Input records

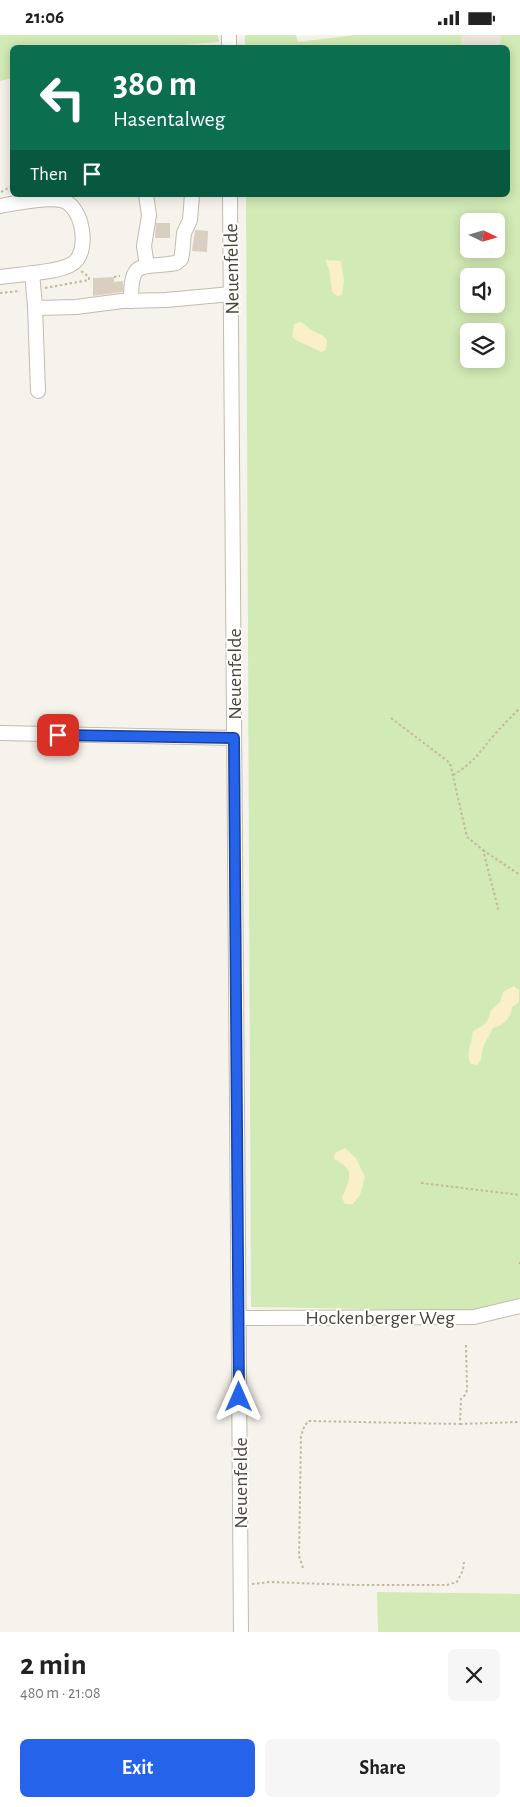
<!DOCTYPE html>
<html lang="en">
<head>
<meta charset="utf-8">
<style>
  :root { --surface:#fff; --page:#f6f6f6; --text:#222; --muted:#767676; --accent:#2563eb }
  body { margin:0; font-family:"Alegreya Sans",sans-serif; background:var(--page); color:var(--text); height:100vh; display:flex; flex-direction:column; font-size:19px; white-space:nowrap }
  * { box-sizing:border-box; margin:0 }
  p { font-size:16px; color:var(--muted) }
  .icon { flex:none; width:28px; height:28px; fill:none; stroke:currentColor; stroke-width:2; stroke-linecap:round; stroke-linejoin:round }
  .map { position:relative; height:1597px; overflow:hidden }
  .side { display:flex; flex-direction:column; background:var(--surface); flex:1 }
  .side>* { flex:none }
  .guide { position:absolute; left:10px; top:10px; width:500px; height:152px; border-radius:8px; box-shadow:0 2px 12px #0003; background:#0b6e4f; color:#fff; overflow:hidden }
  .needle { width:32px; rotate:95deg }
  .tools { position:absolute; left:460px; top:178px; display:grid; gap:10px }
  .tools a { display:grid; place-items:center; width:45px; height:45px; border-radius:8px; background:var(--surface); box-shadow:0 2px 12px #0003; font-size:25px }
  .pin { position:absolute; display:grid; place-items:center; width:42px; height:42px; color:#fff; margin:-21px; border-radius:10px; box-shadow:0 2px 8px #0006 }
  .me { position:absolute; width:55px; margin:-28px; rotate:0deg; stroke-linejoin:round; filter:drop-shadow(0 0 4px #0008) }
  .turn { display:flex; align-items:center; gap:18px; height:105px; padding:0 20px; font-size:22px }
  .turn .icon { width:65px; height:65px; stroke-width:2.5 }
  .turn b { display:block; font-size:35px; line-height:42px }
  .then { display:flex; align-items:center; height:48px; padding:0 20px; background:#0003; gap:10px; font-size:19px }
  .round { display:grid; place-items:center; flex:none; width:52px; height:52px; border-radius:8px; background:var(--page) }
  .head { display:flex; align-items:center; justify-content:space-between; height:85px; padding:0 20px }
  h1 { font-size:30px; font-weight:700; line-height:38px }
  .cta { display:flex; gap:10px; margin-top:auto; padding:10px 20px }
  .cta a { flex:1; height:58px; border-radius:8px; background:var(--accent); color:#fff; font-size:20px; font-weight:700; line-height:58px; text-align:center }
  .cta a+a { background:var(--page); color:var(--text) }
  .status { display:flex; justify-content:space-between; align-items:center; height:35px; padding:0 25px; background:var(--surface); direction:ltr }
  .status svg { height:14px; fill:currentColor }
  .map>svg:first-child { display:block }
  .residential { fill:#eae5da }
  .green { fill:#d2eab5; fill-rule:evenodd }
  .sand { fill:#f9efc9 }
  .building { fill:#d8cfc1 }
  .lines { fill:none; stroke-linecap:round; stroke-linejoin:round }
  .minor-casing { stroke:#c2bbae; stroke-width:16 }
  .path { stroke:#c4b79f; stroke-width:2; stroke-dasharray:2.5 2.5; stroke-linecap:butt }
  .minor { stroke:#fff; stroke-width:14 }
  .route-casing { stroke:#184099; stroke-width:12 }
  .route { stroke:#2563eb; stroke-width:9 }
  .labels { text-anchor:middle; stroke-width:4; stroke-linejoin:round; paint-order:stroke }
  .street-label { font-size:20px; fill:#4b4439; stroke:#fff }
</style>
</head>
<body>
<div class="status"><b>21:06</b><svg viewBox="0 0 49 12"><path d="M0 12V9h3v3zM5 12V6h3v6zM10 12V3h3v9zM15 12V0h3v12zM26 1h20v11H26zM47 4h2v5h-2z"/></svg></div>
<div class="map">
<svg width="520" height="1597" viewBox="0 0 520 1597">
  <rect width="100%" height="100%" fill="#f6f3ec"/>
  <polygon class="residential" points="462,0 501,0 499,12 461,12"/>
  <g class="green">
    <polygon points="0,0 218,0 219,7 155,12 12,12 12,43 0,46"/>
    <polygon points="245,0 296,0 298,7 354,0 462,0 461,12 245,12"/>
    <path d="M 501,0 L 520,0 L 520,1265 L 472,1276 L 251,1272 L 246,160 L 508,160 L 508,12 L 499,12 ZM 469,186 L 496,186 L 496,214 L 469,214 ZM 469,241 L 496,241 L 496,269 L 469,269 ZM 469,296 L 496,296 L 496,324 L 469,324 Z"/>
    <polygon points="377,1557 520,1559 520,1597 378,1597"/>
  </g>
  <g class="sand">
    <polygon points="325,225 341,226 344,246 342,260 337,261 332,257 329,234"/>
    <path d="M 300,287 C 307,289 308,294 313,296 C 319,299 323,299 327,305 L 326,315 L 321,317 C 311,311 301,309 292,302 L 294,289 Z"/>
    <path d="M 514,951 L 519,955 L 519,967 L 512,972 C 511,983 504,990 493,993 C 490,1000 485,1007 483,1013 C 481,1020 483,1024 477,1030 L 471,1029 C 465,1020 472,1007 473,996 L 484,990 L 488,985 L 491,975 L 500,967 L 503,957 Z"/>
    <path d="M 345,1113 L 356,1123 L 365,1142 L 360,1160 L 353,1169 L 345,1169 L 342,1163 C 350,1143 356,1135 334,1124 L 335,1118 Z"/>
  </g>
  <g class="building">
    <polygon points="156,188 170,188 170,203 155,203"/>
    <polygon points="195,195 208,196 207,217 192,216"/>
    <polygon points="114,242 114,247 123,246 123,257 93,261 93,243"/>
  </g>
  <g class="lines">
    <g class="minor-casing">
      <g id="minor">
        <polyline points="229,0 229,12"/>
        <polyline points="146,160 149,180 144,211 147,231"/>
        <polyline points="230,160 241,1597"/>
        <path d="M 0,171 C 18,168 44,162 61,165 C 83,169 91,218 72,229 C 58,238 18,239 0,242"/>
        <polyline points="32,238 35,271 37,273 76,272 122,266 166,265 231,259"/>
        <path d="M 131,266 C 131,222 141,234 176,228 L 181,224 L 182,219 L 184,198 L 190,185 L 192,160"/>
        <polyline points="35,271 38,356"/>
        <polyline points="0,698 234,703"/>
        <polyline points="239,1283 474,1282 520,1271"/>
      </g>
    </g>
    <g class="path">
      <polyline points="1,157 12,151"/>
      <polyline points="114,242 120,241"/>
      <polyline points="45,253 89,245 89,242 81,236"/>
      <polyline points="0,258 20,256"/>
      <polyline points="391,683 450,728 467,802 483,815 499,877"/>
      <path d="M 453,740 C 474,728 480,716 495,699 C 503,690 512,681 520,673"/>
      <polyline points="483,815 520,840"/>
      <polyline points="421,1148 520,1160"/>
      <polyline points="519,1228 520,1228"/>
      <polyline points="460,1389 520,1387"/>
      <polyline points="303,1533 299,1521 301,1402 303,1394 308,1386 460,1389 461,1364 465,1360 467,1355 466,1309"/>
      <polyline points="252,1549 270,1547 354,1550 447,1550 457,1547 463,1535 464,1527"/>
    </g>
    <use href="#minor" class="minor"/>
  </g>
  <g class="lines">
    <g class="route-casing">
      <polyline id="route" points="58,700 234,703 239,1362"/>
    </g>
    <use href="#route" class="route"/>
  </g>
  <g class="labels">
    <g class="street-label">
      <text transform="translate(231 234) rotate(-91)" y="7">Neuenfelde</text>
      <text transform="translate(234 639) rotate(-90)" y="7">Neuenfelde</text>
      <text x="380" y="1289">Hockenberger Weg</text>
      <text transform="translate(240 1448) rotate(-90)" y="7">Neuenfelde</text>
    </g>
  </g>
</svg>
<div class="tools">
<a><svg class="needle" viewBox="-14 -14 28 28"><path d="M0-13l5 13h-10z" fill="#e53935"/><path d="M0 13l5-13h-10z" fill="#767676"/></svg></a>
<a><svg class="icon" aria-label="sound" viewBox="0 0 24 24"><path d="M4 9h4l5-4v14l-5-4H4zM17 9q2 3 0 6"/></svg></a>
<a><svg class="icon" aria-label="layers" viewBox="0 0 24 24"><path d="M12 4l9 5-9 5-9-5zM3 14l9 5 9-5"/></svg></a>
</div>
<div class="pin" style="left:58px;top:700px;background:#d93025"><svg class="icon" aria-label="arrive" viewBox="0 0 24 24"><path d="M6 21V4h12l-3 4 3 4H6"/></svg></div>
<svg class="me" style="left:239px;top:1362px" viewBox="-20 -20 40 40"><path d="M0-17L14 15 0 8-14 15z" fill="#2563eb" stroke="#fff" stroke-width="4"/></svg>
<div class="guide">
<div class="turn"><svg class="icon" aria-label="left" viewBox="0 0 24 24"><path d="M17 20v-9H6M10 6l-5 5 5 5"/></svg><div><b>380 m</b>Hasentalweg</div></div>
<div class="then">Then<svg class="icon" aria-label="arrive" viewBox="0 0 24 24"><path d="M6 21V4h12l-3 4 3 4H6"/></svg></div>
</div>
</div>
<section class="side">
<div class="head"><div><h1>2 min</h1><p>480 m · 21:08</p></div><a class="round"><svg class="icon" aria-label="close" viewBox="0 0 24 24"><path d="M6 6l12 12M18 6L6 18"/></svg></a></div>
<div class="cta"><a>Exit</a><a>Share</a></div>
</section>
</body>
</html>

Task directions
Return, from the data, each line that has the word "column" in it.

Task answer
  body { margin:0; font-family:"Alegreya Sans",sans-serif; background:var(--page); color:var(--text); height:100vh; display:flex; flex-direction:column; font-size:19px; white-space:nowrap }
  .side { display:flex; flex-direction:column; background:var(--surface); flex:1 }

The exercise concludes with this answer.